Oversold & Underused: An Educational Dilemma
                           by Linda Cox
                  The integration of technology into the classroom over the last 20 years has been cause for
  
         many teachers to seek to expand their own knowledge, experience, skills, and teaching practices

         while for others, it has proved to be a time of great frustration. Whether of not teachers are to

         blame for the lack of use of technology in their own classrooms, or whether the blame for this

         blatant lack of use should be placed on the shoulders of others, is not important or relevant. What

         is important is the understanding that the use of technology  will not, in and of itself,  make

         teachers teach better or students learn better, nor does the use of technology in daily lesson plans

         raise test scores.
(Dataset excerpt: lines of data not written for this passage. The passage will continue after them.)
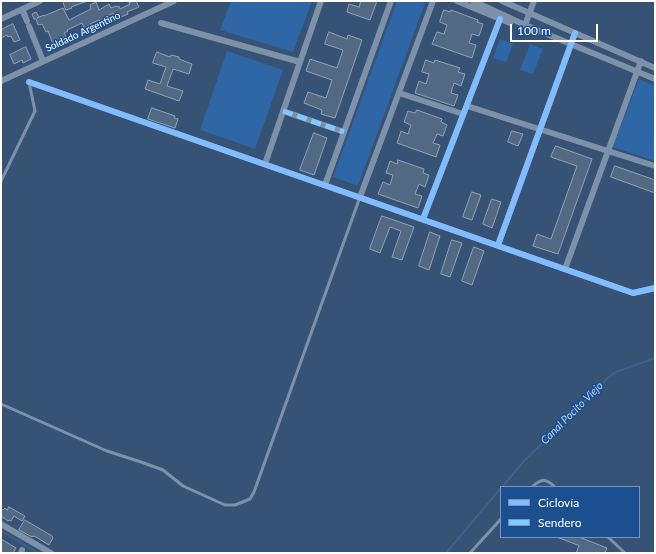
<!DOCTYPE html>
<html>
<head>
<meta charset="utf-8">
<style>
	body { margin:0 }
	#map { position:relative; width:656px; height:554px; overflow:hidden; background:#365274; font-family:Lato,sans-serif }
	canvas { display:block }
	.frame { position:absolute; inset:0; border:2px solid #fff; pointer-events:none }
	.legend { position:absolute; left:500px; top:486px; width:140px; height:52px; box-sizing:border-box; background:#1b4f8f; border:1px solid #7695bc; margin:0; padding:5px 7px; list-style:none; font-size:12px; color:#fff }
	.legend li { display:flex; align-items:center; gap:8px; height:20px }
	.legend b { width:20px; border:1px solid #7695bc }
	.scale { position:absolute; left:510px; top:24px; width:88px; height:18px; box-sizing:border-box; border:2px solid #fff; border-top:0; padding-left:5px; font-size:12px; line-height:14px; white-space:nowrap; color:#fff; -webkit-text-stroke:3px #1b4f8f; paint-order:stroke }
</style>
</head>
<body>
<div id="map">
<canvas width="656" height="554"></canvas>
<div class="frame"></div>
<ul class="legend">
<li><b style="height:5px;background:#80bcff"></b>Ciclovía</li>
<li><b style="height:5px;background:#80caff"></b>Sendero</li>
</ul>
<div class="scale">100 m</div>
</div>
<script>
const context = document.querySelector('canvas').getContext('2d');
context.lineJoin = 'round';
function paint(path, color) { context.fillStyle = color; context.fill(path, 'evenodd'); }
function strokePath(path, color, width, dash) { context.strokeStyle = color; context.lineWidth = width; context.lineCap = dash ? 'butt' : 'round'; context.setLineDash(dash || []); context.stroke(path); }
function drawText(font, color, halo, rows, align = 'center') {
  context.font = font + ' Lato,sans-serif'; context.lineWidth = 3; context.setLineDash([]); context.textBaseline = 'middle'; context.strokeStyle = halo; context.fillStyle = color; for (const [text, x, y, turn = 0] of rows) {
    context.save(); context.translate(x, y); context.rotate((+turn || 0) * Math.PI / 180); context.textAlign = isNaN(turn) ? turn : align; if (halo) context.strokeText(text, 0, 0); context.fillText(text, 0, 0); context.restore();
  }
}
paint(new Path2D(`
	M231,1h81l-19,51 -73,-22z
	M397,1h24l4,2 -67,183 -25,-9z
	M500,39l13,5 -7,18 -13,-4z
	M530,44l13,5 -10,25 -13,-4z
	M227,51l56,19 -28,79 -55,-19z
	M639,79l16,7v75l-42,-14z`), '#2f66a5');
strokePath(new Path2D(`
	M502,487l22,-26 85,-84 7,-5 39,-14
	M1,531l37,22
	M446,553l55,-65`), '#3b618d', 2);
const building = new Path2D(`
	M63,1h22v1l-14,5 1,1 -6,2z
	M134,1h2l3,6 -12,5 1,2 -7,3v-1l-5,3 -3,-6 -8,4 1,3 -6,3 -1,-3 -9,4 1,4 -6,2 -3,-7 -15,7 1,1 -4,2 2,4 -7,3 2,5 -7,3 -2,-4h1l-5,-13 -2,1 -4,-8 -4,1 -2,-6h-2l-2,-5 4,-2 3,5 -2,1 7,-3v1l19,-8 6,12 22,-11 -1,-4 6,-3 3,8 10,-6 2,4 5,-2 1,1 2,-1 1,3 10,-5 -1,-1z
	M361,1h16l-7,19 -23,-8 2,-8 10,3z
	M444,10l6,2 1,-2 27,10 -1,2 6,2 -4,12 -7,-2 -3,9 7,2 -4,13 -40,-14 5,-12 7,2 3,-9 -7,-3z
	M13,24l7,16 -6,2 -3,-6 -3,1 -1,-2 -6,3v-8z
	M329,32l18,7 1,-4 14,5 -27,78 -14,-4 1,-4 -18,-7 4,-11 18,6 6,-18 -26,-9 4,-12 27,9 6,-18 -18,-6z
	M26,47l5,12 -8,4 -1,-3 -8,4 -4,-9z
	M157,52l13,5 1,-2 8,2v2l13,5 -3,10 -16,-5 -6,17 16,5 -4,10 -34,-12 3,-9 12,4 6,-17 -13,-4z
	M426,60l8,3 1,-3 25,8 -2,4 7,2 -4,12 -7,-3 -3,10 7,2 -4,11 -39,-13 4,-12 7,3 3,-10 -7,-2z
	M152,108l23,8 -1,2 4,1 -3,9 -27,-9z
	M417,110l25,9 -1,3 6,3 -4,11 -6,-2 -4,9 7,2 -4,12 -39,-14 4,-12 7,3 3,-9 -7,-3 4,-11 7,2z
	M512,131l11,3 -5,12 -10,-4z
	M314,133l13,5 -13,37 -14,-5z
	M556,146l36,13 -34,95 -25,-8 4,-12 14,5 26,-73 -26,-9z
	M398,160l26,9 -1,4 6,2 -4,12 -6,-3 -4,10 7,2 -4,12 -40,-14 5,-12 7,3 3,-10 -7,-2 4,-12 7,3z
	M615,166l40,14v13l-44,-16z
	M472,192l9,3 -9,25 -9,-3z
	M492,199l9,3 -9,26 -9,-4z
	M382,216l32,11 -12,33 -10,-3 9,-26 -11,-4 -10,26 -10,-4z
	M430,232l10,4 -11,34 -10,-4z
	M452,240l10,3 -12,34 -9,-3z
	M474,247l10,4 -12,34 -10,-4z
	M9,507l16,9 -3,5 -8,-5 -3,5 -2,-1 -1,1 -7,-5v-8l2,2 2,-2 2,2z
	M25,520l27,16 1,2 -4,7 -13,-8 -3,-1 -1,1 -13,-7z
	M557,537h22l28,11 -2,5h-29l3,-7z
	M1,539l15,9 -3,5h-12z`);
paint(building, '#526984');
strokePath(building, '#92a2b6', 1);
strokePath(new Path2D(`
	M1,181l34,-70 -6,-29
	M1,404l106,47 34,11 22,8 20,16 42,19h10l15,-6 4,-7 106,-295
	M532,487c10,-9 13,-9 23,0
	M608,537l17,16
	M470,553l31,-34`), '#7d92a8', 3);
strokePath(new Path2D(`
	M457,1l53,22 2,-4
	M473,1l52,24 130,54
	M502,1l153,67
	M22,9l5,12
	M1,19l39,-18
	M161,23l139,39
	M525,25l9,-24
	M29,26l14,35
	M1,81l173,-80
	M29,82l604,211 22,-5
	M399,93l64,21
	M467,106l188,60
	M283,111l61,21
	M265,164l56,-163
	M325,185l66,-184
	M360,197l73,-196
	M423,219l77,-200
	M498,245l77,-212
	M565,269l76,-208
	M1,524l50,29
	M21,553l1,-3`), '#7d92a8', 6);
strokePath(new Path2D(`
	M283,111l61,21`), '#80caff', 5, [10, 5]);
strokePath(new Path2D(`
	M29,82l604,211 22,-5
	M423,219l77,-200
	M498,245l77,-212`), '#80bcff', 6);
drawText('10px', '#fff', '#1b4f8f', [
	["Soldado Argentino",83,32,-25]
]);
drawText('italic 11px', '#b5d3f5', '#1b4f8f', [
	["Canal Pocito Viejo",572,413,-45]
]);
</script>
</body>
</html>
Technology is a tool that can provide teachers and students with greater access

         to more in-depth information as well as helping students learn how to solve problems, and provide

         some basic skills that will need to be expanded on after high school if students choose to use them

         to compete for jobs that require tech skills. However, even though technology is a tool, Larry

         Cuban, author of the book,
Oversold & Underused, has found that teachers don't not make regular

         use of the technology available to them. Cuban states that "Across the country, most teachers and

         their students are nonusers or occasional-to-rare users of these machines in classrooms" (Cuban,

         2002, p. 71). This has been cause for concern for administrators, parents, and corporate executives

         across the country and thus provides a platform for the reform measures that have swept across

         school districts the last few years. Cuban states in the introduction to his book,
Oversold &

        Underused, that,

                                School reform again, again, and again. If any aspect of schooling in the
                                past two centuries has escaped the reformers' passion for improvement,
                                I have not found it. From ineffective teaching to unhealthy lunches, from
                                insufficient parental involvement to inadequate science curricula, from
                                mixing grade levels in classrooms to building schools without walls--no
                                aspect of schooling has evaded the reformers' scrutiny. (Cuban, 2002, p. 1)

          Reformers have always been present in society and these "well-meaning" individuals who dream of

          changing the world and making it a better place.  However, the question remains as to whether

          reform measures in education that are supposed to solve problems really do what they were

          designed to do. There are so many factors involved that it is difficult to know if reform is good or

          not so good. There is little doubt, however, that in education, many new reform measures follow a

          long period of "finger pointing" and accusations levelled against teachers by government, news

          media, and the general public and there is little evidence that teachers are invited to the discussion

          table to help find solutions to the problems.